[PROVIDED DATA]

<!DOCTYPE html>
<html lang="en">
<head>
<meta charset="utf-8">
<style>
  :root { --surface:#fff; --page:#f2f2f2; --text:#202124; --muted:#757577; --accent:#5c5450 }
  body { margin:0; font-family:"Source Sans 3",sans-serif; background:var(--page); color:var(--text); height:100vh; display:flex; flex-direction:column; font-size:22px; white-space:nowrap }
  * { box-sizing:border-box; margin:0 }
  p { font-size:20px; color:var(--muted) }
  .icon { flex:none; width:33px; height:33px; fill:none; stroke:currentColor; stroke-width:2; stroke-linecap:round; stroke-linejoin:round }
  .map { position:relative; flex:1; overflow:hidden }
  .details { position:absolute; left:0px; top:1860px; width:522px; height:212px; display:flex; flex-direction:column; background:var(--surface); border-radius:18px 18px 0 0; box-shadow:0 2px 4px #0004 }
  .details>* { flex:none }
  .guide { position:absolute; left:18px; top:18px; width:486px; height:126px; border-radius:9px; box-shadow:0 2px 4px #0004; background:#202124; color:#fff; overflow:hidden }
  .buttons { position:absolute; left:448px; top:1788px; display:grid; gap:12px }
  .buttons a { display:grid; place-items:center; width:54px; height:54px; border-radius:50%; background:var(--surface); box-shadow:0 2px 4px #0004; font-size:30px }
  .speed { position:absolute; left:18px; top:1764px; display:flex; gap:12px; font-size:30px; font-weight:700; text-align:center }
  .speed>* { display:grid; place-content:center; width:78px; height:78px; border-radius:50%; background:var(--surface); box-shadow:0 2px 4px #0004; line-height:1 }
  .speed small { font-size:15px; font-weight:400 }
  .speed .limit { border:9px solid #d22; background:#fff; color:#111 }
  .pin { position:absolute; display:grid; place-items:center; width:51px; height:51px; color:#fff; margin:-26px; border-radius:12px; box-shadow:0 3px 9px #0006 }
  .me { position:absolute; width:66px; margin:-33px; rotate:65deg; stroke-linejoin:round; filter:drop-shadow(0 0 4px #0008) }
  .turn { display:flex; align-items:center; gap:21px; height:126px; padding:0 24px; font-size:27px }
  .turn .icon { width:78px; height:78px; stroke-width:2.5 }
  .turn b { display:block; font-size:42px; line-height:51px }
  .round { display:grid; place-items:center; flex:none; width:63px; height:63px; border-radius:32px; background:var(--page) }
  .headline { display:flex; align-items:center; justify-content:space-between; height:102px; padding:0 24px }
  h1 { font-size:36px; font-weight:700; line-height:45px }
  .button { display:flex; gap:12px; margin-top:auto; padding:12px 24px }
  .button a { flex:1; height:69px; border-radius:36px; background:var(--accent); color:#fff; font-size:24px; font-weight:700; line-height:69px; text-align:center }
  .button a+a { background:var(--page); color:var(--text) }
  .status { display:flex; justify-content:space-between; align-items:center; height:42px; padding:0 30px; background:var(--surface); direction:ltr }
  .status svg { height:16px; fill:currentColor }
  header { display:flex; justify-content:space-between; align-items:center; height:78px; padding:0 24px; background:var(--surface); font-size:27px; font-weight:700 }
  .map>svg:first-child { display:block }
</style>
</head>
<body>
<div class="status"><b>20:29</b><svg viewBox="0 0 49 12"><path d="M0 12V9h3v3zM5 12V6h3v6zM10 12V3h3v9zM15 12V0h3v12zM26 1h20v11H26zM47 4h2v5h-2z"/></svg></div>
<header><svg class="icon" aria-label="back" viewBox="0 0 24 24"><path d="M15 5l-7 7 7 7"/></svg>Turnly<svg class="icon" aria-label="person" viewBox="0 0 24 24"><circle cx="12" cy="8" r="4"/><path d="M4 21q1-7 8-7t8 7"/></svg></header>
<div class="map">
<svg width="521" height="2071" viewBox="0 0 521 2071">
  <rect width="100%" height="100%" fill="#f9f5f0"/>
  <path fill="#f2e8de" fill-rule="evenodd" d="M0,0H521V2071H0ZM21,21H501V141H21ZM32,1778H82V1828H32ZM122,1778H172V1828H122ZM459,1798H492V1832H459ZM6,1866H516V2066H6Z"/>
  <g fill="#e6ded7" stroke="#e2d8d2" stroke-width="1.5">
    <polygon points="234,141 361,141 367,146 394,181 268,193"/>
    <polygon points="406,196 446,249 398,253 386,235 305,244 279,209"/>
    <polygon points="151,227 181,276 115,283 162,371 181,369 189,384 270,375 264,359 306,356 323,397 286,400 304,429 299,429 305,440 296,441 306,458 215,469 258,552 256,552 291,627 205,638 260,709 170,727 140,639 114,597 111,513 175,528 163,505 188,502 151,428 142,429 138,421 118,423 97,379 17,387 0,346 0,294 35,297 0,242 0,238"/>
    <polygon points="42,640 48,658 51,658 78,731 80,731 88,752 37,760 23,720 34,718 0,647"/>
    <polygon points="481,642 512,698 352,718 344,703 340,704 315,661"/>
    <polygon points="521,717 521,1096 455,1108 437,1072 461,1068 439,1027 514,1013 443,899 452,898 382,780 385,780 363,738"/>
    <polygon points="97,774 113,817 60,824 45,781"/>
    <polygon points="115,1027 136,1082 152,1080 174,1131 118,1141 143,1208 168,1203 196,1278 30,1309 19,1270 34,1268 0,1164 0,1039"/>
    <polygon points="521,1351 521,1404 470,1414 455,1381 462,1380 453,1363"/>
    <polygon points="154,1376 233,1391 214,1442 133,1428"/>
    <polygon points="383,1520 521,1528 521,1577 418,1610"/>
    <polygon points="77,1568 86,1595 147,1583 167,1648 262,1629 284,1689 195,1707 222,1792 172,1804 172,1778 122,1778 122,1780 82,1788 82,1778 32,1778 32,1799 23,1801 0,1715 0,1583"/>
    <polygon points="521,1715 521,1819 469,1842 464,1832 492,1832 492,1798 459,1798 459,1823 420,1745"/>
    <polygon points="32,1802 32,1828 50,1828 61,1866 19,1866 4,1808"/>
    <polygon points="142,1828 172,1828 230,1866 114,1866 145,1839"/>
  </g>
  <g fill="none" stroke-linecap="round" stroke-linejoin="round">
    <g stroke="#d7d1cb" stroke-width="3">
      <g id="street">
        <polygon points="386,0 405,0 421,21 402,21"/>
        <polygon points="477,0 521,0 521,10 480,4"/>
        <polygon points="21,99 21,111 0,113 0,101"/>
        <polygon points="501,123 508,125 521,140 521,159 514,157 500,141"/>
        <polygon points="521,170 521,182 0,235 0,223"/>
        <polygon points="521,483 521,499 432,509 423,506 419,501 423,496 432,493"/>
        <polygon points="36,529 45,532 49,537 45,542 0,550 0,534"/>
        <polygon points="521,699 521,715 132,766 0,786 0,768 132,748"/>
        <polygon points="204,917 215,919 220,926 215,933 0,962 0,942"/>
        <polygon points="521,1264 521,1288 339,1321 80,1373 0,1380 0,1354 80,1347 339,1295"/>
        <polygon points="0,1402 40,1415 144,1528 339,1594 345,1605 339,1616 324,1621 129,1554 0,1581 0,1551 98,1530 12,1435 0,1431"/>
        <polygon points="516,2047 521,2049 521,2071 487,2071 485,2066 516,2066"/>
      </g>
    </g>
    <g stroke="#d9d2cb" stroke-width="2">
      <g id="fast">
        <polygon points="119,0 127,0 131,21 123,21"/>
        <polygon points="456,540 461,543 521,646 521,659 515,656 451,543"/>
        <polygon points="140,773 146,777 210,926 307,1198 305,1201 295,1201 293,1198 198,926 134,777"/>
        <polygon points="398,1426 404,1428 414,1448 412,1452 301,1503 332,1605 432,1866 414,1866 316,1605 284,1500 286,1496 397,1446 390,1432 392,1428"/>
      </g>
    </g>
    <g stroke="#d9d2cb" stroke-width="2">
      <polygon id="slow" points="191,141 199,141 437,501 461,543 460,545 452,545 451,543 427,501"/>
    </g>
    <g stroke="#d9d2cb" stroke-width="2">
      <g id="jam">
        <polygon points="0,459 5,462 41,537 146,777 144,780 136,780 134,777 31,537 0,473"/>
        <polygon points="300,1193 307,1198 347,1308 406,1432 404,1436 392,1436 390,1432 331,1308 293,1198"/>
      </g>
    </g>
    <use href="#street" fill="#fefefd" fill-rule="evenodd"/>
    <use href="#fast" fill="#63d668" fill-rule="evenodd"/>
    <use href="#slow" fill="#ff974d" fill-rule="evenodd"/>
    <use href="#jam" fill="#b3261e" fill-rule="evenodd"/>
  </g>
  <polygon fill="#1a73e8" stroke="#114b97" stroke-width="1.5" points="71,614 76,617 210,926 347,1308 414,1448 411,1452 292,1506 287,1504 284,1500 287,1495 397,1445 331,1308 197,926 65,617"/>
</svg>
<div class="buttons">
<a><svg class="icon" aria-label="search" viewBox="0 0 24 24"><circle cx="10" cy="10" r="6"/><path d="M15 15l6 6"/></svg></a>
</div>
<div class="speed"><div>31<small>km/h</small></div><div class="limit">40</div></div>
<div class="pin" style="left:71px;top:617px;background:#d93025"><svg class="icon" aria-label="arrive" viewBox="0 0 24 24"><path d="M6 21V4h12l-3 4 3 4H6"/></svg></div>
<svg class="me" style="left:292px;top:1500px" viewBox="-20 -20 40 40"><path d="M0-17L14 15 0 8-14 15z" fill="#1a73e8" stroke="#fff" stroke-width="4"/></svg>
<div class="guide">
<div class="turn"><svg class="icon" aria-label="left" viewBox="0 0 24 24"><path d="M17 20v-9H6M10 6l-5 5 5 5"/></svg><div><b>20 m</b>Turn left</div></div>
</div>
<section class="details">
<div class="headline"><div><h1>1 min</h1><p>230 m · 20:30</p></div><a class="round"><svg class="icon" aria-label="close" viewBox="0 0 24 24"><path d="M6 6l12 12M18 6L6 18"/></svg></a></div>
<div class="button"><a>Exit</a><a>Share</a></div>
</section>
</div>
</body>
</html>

[/PROVIDED DATA]
[PROVIDED DATA]

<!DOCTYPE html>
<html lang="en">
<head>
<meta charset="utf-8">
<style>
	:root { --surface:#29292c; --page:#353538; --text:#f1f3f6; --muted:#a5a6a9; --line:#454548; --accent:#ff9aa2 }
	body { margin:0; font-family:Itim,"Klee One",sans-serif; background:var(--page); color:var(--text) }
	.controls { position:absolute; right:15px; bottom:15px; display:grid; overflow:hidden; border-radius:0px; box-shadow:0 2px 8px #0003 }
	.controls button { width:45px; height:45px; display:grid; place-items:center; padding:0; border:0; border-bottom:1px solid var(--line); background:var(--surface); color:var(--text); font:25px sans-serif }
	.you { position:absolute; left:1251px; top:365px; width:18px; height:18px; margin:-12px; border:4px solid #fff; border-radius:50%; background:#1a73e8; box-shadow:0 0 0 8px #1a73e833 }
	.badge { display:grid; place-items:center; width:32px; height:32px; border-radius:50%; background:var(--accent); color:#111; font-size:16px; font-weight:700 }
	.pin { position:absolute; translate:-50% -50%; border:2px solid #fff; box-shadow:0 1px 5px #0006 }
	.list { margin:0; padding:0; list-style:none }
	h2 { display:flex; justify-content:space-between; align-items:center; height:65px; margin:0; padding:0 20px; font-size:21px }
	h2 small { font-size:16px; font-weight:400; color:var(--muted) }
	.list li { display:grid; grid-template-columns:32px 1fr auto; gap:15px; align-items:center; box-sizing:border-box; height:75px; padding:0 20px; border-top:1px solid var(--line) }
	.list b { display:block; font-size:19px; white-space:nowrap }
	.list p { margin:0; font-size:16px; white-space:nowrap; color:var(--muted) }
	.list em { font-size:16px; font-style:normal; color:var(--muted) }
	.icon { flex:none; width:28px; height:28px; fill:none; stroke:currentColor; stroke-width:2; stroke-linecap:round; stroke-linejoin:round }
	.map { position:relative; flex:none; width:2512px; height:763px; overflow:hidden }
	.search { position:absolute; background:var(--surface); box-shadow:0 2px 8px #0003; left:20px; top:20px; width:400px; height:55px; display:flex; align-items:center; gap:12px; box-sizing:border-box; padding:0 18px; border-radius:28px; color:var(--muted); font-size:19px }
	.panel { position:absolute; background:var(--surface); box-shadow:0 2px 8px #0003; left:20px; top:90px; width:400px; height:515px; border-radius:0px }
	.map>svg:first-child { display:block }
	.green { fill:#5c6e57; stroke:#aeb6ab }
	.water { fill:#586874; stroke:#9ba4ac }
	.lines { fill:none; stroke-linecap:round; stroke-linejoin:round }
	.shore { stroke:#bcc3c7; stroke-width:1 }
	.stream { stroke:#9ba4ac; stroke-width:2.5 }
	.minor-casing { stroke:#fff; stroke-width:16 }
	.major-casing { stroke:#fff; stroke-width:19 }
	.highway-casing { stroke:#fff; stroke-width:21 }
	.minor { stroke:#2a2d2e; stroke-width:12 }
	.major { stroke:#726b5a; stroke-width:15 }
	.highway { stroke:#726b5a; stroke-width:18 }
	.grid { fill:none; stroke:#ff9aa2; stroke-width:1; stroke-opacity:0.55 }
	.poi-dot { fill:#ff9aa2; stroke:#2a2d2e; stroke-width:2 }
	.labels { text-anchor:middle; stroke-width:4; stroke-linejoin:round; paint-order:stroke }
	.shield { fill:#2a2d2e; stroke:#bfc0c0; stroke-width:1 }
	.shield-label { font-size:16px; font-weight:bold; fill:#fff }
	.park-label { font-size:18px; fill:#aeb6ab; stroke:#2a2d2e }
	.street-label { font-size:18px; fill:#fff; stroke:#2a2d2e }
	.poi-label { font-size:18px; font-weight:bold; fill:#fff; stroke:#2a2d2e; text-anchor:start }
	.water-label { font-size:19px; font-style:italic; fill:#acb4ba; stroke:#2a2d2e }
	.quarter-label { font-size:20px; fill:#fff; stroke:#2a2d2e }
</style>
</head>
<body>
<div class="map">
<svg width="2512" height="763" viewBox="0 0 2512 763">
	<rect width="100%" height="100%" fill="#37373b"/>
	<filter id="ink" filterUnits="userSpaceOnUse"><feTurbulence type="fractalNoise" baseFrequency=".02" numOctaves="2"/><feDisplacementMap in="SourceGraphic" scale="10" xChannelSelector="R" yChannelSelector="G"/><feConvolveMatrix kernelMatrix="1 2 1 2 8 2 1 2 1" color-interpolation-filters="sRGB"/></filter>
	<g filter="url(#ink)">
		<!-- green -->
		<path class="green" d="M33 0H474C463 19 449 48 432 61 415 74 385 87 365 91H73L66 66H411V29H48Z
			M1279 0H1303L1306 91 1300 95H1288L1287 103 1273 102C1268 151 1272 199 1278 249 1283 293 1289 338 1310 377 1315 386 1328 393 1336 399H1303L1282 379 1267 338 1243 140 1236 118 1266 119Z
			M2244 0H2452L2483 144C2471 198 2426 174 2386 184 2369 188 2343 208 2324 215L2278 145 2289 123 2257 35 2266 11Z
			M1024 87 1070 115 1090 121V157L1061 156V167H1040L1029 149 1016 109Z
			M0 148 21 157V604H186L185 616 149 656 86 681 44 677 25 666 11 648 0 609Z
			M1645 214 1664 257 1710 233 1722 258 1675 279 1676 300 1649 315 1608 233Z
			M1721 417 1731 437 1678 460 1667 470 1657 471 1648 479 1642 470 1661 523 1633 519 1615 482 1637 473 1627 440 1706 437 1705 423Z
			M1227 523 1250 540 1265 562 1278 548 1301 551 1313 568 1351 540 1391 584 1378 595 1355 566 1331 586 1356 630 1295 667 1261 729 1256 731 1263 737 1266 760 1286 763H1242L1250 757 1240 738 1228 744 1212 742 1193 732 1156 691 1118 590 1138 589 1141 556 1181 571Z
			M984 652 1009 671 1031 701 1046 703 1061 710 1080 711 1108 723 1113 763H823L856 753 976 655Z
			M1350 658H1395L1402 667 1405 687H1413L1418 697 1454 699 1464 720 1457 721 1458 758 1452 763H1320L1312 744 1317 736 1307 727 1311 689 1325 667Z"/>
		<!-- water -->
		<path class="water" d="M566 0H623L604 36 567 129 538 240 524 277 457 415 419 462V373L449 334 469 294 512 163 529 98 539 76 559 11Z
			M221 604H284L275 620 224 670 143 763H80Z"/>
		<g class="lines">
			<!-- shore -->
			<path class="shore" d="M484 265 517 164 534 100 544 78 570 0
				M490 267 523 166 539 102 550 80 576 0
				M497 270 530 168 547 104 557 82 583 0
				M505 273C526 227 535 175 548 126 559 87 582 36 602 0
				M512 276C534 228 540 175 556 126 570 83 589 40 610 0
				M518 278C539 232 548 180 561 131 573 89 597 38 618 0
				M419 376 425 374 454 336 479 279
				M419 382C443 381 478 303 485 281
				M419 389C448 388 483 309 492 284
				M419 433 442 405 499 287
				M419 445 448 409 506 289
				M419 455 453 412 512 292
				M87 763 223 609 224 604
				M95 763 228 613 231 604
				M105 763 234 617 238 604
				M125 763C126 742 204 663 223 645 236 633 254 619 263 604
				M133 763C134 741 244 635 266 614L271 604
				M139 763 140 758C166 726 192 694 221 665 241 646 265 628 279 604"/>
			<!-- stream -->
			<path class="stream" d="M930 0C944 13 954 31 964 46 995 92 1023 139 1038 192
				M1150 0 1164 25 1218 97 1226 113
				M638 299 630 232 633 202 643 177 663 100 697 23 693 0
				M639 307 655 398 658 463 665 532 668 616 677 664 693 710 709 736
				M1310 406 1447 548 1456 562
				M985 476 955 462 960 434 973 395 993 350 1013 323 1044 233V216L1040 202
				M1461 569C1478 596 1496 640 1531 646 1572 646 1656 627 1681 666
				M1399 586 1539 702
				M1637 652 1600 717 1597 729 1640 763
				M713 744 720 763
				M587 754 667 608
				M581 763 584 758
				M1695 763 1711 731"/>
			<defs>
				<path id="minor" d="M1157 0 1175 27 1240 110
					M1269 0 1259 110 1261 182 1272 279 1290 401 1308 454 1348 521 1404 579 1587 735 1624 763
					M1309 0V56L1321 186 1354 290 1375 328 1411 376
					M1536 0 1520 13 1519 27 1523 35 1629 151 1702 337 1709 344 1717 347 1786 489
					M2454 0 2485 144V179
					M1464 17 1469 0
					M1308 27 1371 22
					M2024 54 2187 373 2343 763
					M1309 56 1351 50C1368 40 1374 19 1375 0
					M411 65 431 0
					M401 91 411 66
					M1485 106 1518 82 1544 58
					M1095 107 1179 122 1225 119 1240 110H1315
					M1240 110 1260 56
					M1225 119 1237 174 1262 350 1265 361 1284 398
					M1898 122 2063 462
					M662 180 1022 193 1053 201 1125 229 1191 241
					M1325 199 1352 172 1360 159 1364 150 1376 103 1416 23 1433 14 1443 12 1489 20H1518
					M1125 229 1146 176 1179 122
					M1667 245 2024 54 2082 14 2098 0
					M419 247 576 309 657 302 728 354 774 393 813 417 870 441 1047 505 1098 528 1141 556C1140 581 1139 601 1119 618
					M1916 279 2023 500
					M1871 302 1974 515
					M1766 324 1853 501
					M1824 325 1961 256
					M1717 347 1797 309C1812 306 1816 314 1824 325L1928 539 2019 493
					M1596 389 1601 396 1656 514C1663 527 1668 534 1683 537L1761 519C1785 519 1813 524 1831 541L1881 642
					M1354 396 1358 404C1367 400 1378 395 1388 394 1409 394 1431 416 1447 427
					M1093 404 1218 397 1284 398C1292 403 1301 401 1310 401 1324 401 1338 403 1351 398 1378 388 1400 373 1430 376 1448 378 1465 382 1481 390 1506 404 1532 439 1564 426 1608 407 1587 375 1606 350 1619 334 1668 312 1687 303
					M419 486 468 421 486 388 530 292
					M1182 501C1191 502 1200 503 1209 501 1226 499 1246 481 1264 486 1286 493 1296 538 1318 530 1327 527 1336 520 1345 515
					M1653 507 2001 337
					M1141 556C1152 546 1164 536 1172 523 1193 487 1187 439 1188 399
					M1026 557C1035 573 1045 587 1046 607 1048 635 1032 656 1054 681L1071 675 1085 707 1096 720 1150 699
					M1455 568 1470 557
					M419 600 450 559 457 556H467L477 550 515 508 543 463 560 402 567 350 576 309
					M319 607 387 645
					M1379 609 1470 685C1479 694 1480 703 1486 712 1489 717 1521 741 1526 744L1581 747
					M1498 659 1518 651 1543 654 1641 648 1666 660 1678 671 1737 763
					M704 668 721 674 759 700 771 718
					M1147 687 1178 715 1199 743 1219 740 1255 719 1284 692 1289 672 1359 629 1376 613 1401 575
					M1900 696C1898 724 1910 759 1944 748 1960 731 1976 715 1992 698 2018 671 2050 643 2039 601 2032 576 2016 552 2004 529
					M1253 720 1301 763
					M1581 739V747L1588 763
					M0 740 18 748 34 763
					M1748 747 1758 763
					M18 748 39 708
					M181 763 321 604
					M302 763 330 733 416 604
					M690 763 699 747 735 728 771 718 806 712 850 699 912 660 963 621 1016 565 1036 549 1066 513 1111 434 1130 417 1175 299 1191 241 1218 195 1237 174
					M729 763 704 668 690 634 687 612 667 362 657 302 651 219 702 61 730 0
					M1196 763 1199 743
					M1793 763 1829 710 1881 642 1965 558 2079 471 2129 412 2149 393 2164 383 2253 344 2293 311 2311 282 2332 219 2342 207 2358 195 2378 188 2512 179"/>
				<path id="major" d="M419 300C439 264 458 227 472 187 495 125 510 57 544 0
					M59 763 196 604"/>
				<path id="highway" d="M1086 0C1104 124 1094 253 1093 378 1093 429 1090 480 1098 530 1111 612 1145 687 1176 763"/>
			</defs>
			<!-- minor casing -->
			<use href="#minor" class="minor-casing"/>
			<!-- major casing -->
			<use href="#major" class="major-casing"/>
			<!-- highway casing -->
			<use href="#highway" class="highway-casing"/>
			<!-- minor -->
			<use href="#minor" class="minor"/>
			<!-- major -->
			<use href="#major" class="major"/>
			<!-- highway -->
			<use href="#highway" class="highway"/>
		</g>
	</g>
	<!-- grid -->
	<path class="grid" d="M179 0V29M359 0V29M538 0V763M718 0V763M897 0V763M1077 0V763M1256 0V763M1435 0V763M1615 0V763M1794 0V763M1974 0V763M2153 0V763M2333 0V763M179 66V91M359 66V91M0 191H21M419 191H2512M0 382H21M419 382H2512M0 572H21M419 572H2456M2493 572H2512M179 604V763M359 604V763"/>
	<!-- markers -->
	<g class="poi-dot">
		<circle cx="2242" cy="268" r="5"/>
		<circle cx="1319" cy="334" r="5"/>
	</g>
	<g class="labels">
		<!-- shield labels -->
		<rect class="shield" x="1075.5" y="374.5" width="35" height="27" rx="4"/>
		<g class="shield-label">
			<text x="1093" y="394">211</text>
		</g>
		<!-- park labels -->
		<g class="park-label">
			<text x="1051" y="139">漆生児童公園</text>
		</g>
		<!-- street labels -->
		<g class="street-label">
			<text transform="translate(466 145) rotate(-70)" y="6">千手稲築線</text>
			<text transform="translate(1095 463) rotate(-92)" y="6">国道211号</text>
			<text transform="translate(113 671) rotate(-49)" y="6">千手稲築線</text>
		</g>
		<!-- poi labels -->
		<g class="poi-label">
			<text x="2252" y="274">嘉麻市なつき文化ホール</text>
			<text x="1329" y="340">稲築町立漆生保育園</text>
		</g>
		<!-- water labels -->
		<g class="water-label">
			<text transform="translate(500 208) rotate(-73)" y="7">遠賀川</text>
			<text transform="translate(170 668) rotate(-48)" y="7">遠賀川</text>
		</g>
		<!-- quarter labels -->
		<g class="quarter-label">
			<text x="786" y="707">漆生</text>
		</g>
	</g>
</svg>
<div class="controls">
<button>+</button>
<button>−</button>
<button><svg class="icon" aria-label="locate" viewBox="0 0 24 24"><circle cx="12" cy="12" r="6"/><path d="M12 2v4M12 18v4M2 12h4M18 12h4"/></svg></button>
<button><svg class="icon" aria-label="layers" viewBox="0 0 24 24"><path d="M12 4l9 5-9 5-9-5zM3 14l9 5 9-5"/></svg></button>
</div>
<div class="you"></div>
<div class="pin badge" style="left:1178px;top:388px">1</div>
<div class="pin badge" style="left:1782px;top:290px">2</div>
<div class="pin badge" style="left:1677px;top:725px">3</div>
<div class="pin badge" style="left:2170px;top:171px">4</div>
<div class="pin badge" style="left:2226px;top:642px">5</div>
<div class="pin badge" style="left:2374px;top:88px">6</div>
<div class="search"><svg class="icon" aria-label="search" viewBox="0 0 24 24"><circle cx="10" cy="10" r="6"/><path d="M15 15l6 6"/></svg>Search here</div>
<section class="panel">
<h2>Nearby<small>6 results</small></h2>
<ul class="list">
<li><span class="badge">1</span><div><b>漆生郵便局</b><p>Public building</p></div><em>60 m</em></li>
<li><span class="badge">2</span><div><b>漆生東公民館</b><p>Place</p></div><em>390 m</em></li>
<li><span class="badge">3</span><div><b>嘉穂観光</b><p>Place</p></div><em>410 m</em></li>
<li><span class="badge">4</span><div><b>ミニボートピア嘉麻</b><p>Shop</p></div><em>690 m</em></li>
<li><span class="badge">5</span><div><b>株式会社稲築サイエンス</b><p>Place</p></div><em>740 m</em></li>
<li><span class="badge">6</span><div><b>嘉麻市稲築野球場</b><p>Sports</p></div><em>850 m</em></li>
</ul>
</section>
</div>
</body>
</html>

[/PROVIDED DATA]

* TASK STATEMENT *
Write out only the lines that run from the line containing "justify-content:space-between; align-items:center; height:65px;" through the line containing "display:grid; grid-template-columns:32px 1fr", both included, exactly as they appear above.

* COMPLETED TASK *
	h2 { display:flex; justify-content:space-between; align-items:center; height:65px; margin:0; padding:0 20px; font-size:21px }
	h2 small { font-size:16px; font-weight:400; color:var(--muted) }
	.list li { display:grid; grid-template-columns:32px 1fr auto; gap:15px; align-items:center; box-sizing:border-box; height:75px; padding:0 20px; border-top:1px solid var(--line) }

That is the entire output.